__Task goal__.
Pull out every line in the data that has the string "geometry" in it.

Saved data entries
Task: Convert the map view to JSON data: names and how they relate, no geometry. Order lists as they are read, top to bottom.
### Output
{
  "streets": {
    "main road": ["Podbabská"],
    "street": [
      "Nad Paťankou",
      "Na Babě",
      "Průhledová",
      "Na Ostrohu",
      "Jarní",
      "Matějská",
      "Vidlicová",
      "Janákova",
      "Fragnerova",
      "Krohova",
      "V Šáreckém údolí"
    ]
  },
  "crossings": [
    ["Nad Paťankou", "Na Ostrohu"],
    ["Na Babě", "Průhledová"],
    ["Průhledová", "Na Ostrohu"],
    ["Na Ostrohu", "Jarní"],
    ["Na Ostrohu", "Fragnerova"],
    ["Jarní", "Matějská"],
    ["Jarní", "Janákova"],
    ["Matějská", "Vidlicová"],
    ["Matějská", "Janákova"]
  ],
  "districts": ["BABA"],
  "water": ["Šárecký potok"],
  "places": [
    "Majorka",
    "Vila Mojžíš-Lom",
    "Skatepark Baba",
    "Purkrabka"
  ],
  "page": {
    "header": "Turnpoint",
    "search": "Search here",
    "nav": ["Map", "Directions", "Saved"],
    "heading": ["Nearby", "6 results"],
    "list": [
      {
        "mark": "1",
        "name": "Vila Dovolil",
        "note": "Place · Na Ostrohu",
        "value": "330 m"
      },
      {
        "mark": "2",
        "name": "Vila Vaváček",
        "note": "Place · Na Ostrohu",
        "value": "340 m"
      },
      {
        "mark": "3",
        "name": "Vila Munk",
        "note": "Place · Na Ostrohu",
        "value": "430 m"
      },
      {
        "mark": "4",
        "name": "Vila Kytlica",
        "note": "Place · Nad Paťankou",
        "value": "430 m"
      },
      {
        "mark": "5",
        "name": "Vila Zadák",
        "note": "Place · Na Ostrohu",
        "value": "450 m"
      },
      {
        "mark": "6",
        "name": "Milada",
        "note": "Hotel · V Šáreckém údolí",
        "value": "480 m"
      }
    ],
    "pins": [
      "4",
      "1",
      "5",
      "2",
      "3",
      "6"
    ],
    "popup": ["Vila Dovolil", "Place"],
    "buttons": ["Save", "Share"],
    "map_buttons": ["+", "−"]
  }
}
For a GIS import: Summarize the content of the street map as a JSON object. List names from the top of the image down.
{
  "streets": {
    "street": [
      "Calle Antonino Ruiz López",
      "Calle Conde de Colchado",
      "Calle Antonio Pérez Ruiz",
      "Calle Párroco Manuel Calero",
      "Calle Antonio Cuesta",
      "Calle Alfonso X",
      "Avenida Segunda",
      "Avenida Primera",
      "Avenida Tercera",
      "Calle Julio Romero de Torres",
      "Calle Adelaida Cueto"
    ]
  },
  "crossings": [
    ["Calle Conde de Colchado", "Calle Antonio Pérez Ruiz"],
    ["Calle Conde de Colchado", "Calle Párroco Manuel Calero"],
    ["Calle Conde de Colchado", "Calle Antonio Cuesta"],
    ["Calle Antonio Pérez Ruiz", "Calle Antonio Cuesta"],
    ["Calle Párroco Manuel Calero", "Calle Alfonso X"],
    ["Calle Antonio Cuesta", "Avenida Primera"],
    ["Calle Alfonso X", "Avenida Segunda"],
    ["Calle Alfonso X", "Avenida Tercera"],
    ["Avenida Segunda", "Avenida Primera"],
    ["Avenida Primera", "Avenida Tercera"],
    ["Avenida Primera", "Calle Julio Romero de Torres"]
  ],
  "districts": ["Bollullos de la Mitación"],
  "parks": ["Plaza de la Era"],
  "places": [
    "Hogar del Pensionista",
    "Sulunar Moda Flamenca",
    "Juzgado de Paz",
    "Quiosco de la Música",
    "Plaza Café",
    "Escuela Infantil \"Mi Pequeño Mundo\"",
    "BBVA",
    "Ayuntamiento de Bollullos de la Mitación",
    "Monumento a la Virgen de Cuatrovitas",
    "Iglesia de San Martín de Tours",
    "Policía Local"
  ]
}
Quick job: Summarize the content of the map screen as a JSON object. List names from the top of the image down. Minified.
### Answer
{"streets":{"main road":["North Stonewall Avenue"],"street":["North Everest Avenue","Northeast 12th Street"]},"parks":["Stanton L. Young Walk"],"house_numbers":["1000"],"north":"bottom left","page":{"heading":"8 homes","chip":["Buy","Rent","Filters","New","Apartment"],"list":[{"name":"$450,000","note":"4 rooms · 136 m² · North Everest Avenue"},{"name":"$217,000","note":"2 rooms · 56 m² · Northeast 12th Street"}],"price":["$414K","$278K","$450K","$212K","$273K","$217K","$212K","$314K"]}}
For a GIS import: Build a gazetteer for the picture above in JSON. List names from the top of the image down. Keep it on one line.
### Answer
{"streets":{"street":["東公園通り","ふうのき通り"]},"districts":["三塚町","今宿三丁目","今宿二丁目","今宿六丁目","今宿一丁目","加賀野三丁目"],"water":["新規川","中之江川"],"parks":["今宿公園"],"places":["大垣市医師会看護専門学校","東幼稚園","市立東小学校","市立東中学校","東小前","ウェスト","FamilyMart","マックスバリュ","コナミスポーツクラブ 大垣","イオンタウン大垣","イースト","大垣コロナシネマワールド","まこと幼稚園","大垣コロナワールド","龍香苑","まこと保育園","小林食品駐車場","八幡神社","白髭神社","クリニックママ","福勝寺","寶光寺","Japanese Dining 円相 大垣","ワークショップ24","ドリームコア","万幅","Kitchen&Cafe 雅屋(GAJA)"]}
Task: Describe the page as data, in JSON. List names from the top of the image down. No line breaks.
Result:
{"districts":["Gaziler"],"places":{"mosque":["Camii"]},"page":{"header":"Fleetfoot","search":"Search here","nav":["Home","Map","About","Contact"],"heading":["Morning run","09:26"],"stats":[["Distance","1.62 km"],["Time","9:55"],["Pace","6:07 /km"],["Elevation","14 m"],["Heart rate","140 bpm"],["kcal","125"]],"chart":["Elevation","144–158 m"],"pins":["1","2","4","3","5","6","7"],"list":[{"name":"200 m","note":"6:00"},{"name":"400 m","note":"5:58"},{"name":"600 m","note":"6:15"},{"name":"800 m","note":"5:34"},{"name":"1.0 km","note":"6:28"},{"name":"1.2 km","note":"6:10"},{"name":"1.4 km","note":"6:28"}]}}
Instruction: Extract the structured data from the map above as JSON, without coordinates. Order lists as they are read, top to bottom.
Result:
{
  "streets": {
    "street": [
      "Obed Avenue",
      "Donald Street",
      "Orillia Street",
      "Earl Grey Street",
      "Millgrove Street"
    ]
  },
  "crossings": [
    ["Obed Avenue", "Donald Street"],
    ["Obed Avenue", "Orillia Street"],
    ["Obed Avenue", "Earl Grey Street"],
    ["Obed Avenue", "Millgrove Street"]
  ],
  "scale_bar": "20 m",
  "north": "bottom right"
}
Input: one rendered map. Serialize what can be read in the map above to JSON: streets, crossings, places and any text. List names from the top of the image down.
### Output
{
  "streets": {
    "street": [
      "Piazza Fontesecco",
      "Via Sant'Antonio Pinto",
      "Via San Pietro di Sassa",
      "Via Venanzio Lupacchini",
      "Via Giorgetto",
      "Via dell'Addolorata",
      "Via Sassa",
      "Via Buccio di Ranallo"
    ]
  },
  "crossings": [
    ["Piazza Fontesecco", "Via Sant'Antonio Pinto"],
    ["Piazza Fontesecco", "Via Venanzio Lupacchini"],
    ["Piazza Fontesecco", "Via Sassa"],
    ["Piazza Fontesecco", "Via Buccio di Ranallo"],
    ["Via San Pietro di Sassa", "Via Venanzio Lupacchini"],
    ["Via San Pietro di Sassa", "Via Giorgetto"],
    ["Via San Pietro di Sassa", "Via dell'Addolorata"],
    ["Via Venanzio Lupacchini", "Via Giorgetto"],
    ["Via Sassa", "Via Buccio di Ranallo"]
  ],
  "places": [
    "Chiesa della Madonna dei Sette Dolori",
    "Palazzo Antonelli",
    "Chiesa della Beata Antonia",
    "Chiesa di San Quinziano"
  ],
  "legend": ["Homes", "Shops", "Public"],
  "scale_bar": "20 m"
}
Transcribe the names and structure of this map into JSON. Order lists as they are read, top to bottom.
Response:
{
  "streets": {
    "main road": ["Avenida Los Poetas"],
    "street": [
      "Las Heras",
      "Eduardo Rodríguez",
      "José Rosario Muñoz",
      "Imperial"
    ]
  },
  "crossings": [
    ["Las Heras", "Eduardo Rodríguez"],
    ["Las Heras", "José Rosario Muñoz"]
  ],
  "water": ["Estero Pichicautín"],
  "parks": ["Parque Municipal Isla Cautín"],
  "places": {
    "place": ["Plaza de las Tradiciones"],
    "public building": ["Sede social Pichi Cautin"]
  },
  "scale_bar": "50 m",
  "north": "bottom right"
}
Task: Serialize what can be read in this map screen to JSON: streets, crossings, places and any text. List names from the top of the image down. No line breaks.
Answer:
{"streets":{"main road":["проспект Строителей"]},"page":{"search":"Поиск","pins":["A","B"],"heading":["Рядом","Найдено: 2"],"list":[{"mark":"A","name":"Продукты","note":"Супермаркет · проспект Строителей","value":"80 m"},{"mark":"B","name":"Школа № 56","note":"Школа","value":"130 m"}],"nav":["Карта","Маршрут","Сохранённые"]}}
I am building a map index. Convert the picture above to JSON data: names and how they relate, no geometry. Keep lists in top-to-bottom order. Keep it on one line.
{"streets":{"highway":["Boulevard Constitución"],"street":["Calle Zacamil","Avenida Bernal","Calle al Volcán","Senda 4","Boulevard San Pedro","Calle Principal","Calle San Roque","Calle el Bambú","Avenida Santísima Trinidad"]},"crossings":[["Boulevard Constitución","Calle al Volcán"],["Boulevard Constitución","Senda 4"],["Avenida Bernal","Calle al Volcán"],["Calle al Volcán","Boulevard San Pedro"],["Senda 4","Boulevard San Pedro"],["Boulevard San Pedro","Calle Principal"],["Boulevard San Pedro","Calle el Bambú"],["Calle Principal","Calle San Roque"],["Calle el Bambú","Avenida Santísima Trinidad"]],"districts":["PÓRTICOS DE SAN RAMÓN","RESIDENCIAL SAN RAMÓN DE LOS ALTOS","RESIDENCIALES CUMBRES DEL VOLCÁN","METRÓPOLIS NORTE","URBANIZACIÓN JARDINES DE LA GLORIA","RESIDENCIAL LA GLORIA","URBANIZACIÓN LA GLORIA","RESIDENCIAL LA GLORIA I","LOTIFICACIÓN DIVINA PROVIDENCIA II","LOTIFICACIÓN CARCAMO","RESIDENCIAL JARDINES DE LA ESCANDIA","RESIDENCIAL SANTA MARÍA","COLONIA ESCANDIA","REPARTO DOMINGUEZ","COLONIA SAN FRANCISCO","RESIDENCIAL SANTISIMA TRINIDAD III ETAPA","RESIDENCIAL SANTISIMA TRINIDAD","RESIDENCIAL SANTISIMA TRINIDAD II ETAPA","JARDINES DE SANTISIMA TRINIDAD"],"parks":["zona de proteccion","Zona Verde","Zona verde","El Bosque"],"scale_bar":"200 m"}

__Result for this task__.
Task: Convert the map view to JSON data: names and how they relate, no geometry. Order lists as they are read, top to bottom.
I am building a map index. Convert the picture above to JSON data: names and how they relate, no geometry. Keep lists in top-to-bottom order. Keep it on one line.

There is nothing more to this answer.